Aim: We aimed to describe a comprehensive view of the clinical presentation, demographic data, treatment modalities and short-term outcome at hospital discharge and 3 months after discharge for patients presented with acute pulmonary embolism at Tanta university hospital to improve the level of care of those patients.
Methods: This study was conducted on 150 patients with confirmed acute PE presented to Tanta university hospitals. The study duration was 1 year from April 2019 to May 2020.
Results: We focused on a group of common risk factors for PE and determined prevelance of each in our enrolled patients, we found increase some risk factors obesity and bed rest > 3 days were the most prevalent risk factors followed by active cancer, estrogen use and lower limb fracture. Symptoms in this study are near to other registries and ESC guidelines 2019 with the commonest symptom was dyspnea and chest pain and the least symptom was hemoptysis. Certain ECG signs more prevalent in our patients and these signs related to RV strain with sinus tachycardia the commonest sign followed by S1Q3T3 sign and the least was right axis deviation.
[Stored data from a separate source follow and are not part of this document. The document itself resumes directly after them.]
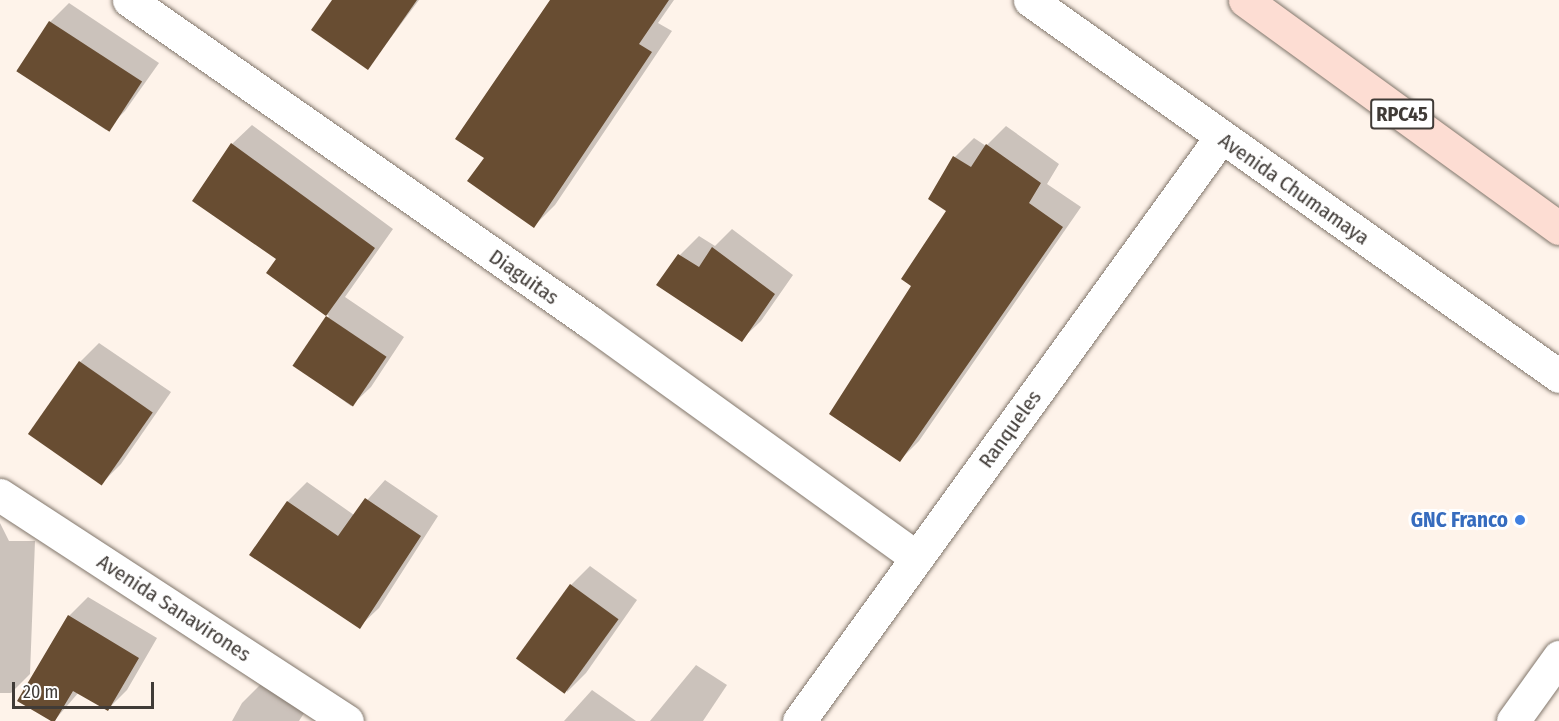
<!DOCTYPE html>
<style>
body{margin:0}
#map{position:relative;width:1559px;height:721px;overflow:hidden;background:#fef3ea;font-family:"Fira Sans Condensed",sans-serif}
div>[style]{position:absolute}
.shadow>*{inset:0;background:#0003}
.building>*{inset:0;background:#684d32;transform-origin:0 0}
.roads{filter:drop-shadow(0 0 2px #81766b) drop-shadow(0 0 2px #81766b)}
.minor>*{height:33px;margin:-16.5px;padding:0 16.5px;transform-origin:16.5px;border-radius:16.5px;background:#fff}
.major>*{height:33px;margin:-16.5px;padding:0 16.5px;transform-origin:16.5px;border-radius:16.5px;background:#fdddd3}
.dots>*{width:16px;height:16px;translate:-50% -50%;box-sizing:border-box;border:3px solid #fff;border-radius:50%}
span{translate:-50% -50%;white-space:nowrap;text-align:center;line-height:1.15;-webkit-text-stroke:6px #fff;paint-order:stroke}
.shield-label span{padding:2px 4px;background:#fff;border:2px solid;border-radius:4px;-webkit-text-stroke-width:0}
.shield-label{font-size:20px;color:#403b37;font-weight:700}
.street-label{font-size:21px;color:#403b37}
.shop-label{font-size:21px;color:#366cbe;font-weight:700}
.right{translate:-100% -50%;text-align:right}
.scale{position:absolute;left:12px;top:682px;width:142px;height:27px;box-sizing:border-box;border:3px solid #403b37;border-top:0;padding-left:8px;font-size:18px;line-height:21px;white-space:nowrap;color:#403b37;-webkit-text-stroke:4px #fff;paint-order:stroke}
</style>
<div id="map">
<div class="shadow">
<div style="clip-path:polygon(334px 0,419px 0,368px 68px)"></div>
<div style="clip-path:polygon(552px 0,674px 0,658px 23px,672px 31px,555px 205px,534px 226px,486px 157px)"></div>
<div style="clip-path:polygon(69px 3px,159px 63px,125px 111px,106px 130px,17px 70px,50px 22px)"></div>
<div style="clip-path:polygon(252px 125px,393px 229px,345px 297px,404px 337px,371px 387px,351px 406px,294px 365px,329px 316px,268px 273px,278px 259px,194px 200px,232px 144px)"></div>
<div style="clip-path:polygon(1006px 126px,1059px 164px,1047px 184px,1081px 207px,919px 441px,900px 460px,913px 286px,948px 211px,930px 199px,955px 157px,974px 138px,986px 146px)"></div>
<div style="clip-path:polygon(732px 229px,793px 275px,761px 321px,741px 340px,680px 255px,699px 236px,715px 246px)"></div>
<div style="clip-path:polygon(99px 343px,171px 392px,121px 464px,102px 483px,80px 362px)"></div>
<div style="clip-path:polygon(385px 480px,438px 516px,379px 608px,359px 627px,251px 554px,288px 501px,307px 482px,354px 515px)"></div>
<div style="clip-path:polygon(0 523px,9px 541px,35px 541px,30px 674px,11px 693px,0 693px)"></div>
<div style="clip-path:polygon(590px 566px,637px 600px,586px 673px,567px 692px,571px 585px)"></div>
<div style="clip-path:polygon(88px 597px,157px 638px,127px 690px,108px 709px,79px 692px,54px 721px,69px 616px)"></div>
<div style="clip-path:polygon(696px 665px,727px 685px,703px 721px,650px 721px)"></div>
<div style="clip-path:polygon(261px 684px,306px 710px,299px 721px,232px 721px,242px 703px)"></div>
<div style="clip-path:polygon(592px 690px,636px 721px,564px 721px)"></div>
</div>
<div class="building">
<div style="clip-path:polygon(332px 0,417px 0,368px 70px,311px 30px)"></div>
<div style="clip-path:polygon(550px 0,669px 0,639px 44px,652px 52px,534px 228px,467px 181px,484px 158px,455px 139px)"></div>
<div style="left:49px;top:21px;width:111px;height:60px;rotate:33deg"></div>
<div style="clip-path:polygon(231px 143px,375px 248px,326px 316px,266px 273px,276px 259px,192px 201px)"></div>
<div style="clip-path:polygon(986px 144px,1041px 183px,1029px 203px,1063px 227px,900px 462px,829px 414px,911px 286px,901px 279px,946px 211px,928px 199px,953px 156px,971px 167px)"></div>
<div style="clip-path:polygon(712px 247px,775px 294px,742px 342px,656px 285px,678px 254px,699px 267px)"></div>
<div style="left:326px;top:316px;width:73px;height:60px;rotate:34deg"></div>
<div style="left:79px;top:361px;width:90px;height:89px;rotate:35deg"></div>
<div style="clip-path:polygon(365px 498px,421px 536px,360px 629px,249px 555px,287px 501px,338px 536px)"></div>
<div style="left:570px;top:584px;width:60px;height:92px;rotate:36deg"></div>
<div style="clip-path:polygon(68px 615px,139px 658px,108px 711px,73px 691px,55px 721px,51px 721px,17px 701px)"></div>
</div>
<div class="roads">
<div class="minor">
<div style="left:129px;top:0;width:562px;rotate:34.93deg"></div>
<div style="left:590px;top:322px;width:403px;rotate:35.8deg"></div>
<div style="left:1030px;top:0;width:649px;rotate:35.4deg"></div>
<div style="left:0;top:495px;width:414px;rotate:33.1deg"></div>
<div style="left:799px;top:721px;width:721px;rotate:-54.15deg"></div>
<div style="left:1513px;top:721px;width:79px;rotate:-54.3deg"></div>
</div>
<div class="major">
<div style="left:1245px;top:0;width:388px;rotate:36deg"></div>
</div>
</div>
<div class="dots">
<div style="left:1520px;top:520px;background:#3f7fe0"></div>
</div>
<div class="shield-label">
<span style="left:1402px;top:114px">RPC45</span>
</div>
<div class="street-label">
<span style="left:1294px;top:189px;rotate:35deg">Avenida Chumamaya</span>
<span style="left:524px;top:277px;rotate:35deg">Diaguitas</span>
<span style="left:1010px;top:429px;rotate:-54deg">Ranqueles</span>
<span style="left:174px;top:608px;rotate:33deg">Avenida Sanavirones</span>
</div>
<div class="shop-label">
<span class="right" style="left:1508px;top:520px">GNC Franco</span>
</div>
<div class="scale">20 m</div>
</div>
Conclusion: Presence of active cancer and patients with high risk stratification were independent predictors of mortality. Other factors associated with increased mortality were impaired RV systolic function, high PESI score, presence of RBBB in ECG and presence of congestive heart failure. Increased risk of bleeding in male patients with intermediate high or high risk category especially those received UFH and fibrinolytic therapy. Previous history of VTE was independent predictors of VTE recurrence.